I like living (All is Vanity series) by Ingrid Mida 2011
I've been reading a lot about the theories of practice based research in the arts and came across this beautiful passage written by artist Paul Klee:

"The artist has studied this world of variety and has, we may suppose, unobtrusively found his way in it. His sense of direction has brought order into the passing stream of image and experience. This sense of direction in nature and life, this branding and spreading array, I shall compare with the root of the tree.


From the root the sap flows to the artist, flows through him, flows to his eye.


Thus he stands as the trunk of the tree.


Battered and stirred by the strength of the flow, he moulds his vision into his work.


As, in full view of the world, the crown of the tree unfolds and spreads in time and space, so with his work.
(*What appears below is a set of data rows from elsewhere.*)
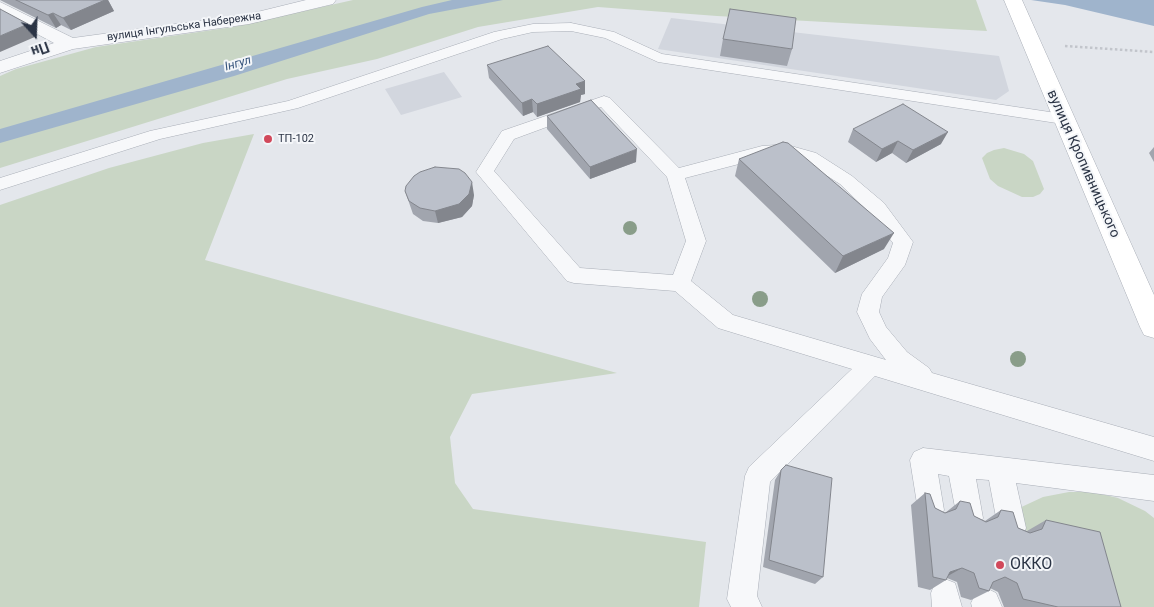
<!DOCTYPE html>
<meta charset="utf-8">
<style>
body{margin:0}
#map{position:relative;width:1154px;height:607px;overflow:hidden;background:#e4e7ec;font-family:Roboto,sans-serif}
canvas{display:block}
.north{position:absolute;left:10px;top:10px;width:50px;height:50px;-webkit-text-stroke:4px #f4f6f9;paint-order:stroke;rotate:160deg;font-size:14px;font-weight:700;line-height:20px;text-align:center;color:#2b3445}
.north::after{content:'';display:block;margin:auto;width:18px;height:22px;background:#2b3445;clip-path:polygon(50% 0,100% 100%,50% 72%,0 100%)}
</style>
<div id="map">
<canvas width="1154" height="607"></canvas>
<div class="north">Пн</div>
</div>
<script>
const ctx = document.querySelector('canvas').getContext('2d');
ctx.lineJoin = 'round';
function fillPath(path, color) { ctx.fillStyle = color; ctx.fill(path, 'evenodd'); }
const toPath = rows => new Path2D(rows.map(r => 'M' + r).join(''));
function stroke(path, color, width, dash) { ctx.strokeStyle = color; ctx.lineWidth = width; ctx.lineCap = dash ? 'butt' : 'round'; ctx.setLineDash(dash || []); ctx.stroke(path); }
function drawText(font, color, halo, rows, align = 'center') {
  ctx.font = font + ' Roboto,sans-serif'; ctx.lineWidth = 4; ctx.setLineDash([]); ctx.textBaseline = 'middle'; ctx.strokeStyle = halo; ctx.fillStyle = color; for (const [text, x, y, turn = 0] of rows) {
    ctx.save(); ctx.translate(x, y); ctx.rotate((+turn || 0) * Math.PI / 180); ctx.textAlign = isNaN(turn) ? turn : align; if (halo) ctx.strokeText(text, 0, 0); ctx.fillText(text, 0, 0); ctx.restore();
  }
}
const built = toPath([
 [671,18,999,56,1009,91,996,100,658,49],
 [444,72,462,97,401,115,385,89]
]);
const green = toPath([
 [353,0,976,0,987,31,717,16,598,7,478,27,377,59,287,79,0,168,0,76,16,69,96,47,233,27],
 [254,134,205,260,617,373,472,394,450,437,455,483,473,509,706,542,699,607,0,607,0,205,109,168,203,143],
 [1004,148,1024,154,1033,161,1044,189,1040,194,1033,197,1022,197,998,186,990,179,982,158,987,153,994,150],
 [1069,492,1093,492,1118,498,1145,511,1154,518,1154,607,1094,607,1079,543,1020,529,1015,510,1043,497]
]);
const water = toPath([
 [452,0,503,0,429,14,234,76,0,143,0,129,422,7],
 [1031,0,1154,0,1154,26,1065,5]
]);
const path = toPath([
 [1065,46,1154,52]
]);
const service = toPath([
 [571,23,614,32,662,54,1063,114,1069,115,1071,119,1069,123,1063,124,658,62,605,38,571,31,533,32,502,39,298,108,160,139,0,190,0,178,150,131,288,101,494,32,533,24,571,23],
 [604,96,610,98,679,168,762,146,776,145,791,146,816,153,852,176,884,203,913,242,905,265,882,297,879,312,886,327,907,352,929,368,932,373,1154,437,1154,461,875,376,770,482,757,596,762,607,731,607,727,599,745,476,749,467,852,369,718,328,675,291,574,283,567,281,476,172,502,131,604,96],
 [601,107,667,177,686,241,673,275,580,268,494,171,514,139,601,107],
 [776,157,804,161,840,184,870,213,893,243,888,258,862,294,857,312,870,339,886,360,733,315,691,281,706,241,685,178,762,158,776,157],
 [923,448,1154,475,1154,501,1016,483,1026,528,1022,538,1012,542,1002,538,998,528,989,480,976,479,983,518,980,527,970,531,960,527,957,518,949,476,938,474,944,510,940,519,931,523,922,519,918,510,910,460,914,452,923,448],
 [945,579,955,583,962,607,932,607,931,593,935,583,945,579],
 [986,588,996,593,1002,607,972,607,971,603,976,593,986,588]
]);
const minor = toPath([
 [306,0,336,0,333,4,249,24,73,49,0,73,0,61,54,43,0,14,0,2,73,38,249,14,306,0]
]);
const secondary = toPath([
 [1004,0,1022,0,1154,295,1154,338,1144,335,1140,327,1004,0]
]);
const trees = [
 [630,228,7],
 [760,299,8],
 [1018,359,8]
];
const wall = toPath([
 [0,0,108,0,114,11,71,30,61,25,56,28],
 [723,39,792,49,787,66,720,56],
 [487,65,585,81,585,94,581,95,580,102,537,117,533,112,523,116,489,78],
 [547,116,636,162,590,179,547,129],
 [853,129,941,144,906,163,892,153,876,162,848,142],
 [1154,147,1154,162,1149,153],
 [739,159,884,249,835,273,735,176],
 [405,191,474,195,472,206,462,217,438,223,423,221,413,214],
 [781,470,823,577,815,584,763,567,775,480],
 [925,493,935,508,945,513,960,501,974,516,985,521,1001,510,1018,528,1027,531,1046,520,1121,607,1004,607,998,592,990,588,989,591,971,600,961,597,957,582,947,578,946,580,930,590,918,587,911,505]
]);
const shadedWall = toPath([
 [105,0,108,0,114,11,71,30,63,18],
 [53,13,61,25,56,28,48,15],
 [28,24,37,36,0,52,0,36],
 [585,81,585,94,581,95,580,102,537,117,537,104,576,84],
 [532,99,533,112,523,116,522,103],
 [948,132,941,144,906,163,913,150],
 [898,141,892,153,876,162,882,149],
 [637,149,636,162,590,179,590,167],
 [472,182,474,195,472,206,462,217,438,223,435,211],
 [894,233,884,249,835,273,843,256],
 [962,568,946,577,950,572]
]);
const building = toPath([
 [16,0,105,0,63,18,53,13,48,15,16,0],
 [0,9,28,24,0,36,0,9],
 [730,9,796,18,792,49,723,39,730,9],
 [548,46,585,81,576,84,581,89,537,104,532,99,522,103,487,65,548,46],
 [591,100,637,149,590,167,547,116,591,100],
 [903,104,948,132,913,150,898,141,882,149,853,129,903,104],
 [783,142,788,143,894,233,843,256,739,159,783,142],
 [435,167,459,169,465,173,472,182,469,194,459,204,435,211,420,208,409,201,405,191,406,186,414,176,420,172,435,167],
 [786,465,832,478,823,577,769,560,781,470,786,465],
 [925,493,930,494,935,508,945,513,956,509,960,501,970,503,974,516,986,522,998,517,1001,510,1013,512,1018,528,1030,533,1042,529,1046,520,1100,532,1121,607,1058,607,1023,599,1017,583,1005,577,993,582,989,591,979,588,974,573,962,568,950,572,946,580,933,577,925,493]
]);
const markers = [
 [268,139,5,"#d1495b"],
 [1000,565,5,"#d1495b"]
];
const farStreetnames = [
 ["вулиця Інгульська Набережна",184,27,-8]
];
const farPoinames = [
 ["ТП-102",278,139]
];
const farWaternames = [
 ["Інгул",238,64,-16]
];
const streetNames = [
 ["вулиця Кропивницького",1083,164,66]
];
const nearPoinames = [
 ["ОККО",1010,565]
];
fillPath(built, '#d2d6de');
fillPath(green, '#c9d6c5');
fillPath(water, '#9fb4cc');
stroke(service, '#a9aeb7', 1);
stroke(minor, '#a9aeb7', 1);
stroke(secondary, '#a9aeb7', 1);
stroke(path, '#c2c5cb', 2.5, [2.5, 2.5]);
fillPath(service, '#f7f8fa');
fillPath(minor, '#f7f8fa');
fillPath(secondary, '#fff');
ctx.fillStyle = '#899d89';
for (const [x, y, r] of trees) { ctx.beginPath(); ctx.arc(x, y, r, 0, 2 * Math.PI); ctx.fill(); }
fillPath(wall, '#a1a5ae');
fillPath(shadedWall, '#83868d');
fillPath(building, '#bbc0ca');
stroke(building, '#83868d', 1);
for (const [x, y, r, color] of markers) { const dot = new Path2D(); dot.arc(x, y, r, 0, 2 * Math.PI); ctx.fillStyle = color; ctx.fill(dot); stroke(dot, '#f4f6f9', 2); }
drawText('11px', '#2b3445', '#f4f6f9', farStreetnames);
drawText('11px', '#2b3445', '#f4f6f9', farPoinames, 'left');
drawText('italic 12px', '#34527a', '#f4f6f9', farWaternames);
drawText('14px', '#2b3445', '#f4f6f9', streetNames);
drawText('16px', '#2b3445', '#f4f6f9', nearPoinames, 'left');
</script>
Nobody would affirm that the tree grows its crown in the image of its root. Between above and below can be no mirrored reflection. It is obvious that different functions expanding in different elements must produce vital divergences.


But it is just the artist who at times is denied those departures from nature which his art demands. He has even been charged with incompetence and deliberate distortion.


And yet, standing at his appointed place, the trunk of the tree, he does nothing other than gather and pass on what comes to him from the depths. He neither serves or rules - he transmits.


His position is humble. And the beauty at the crown is not his own. He is merely a channel.


...The creation of a work of art - the growth of the crown of the tree - must of necessity, as a result of entering into the specific dimensions of pictorial art, be accompanied by distortion of the natural form, for, therein, is nature reborn."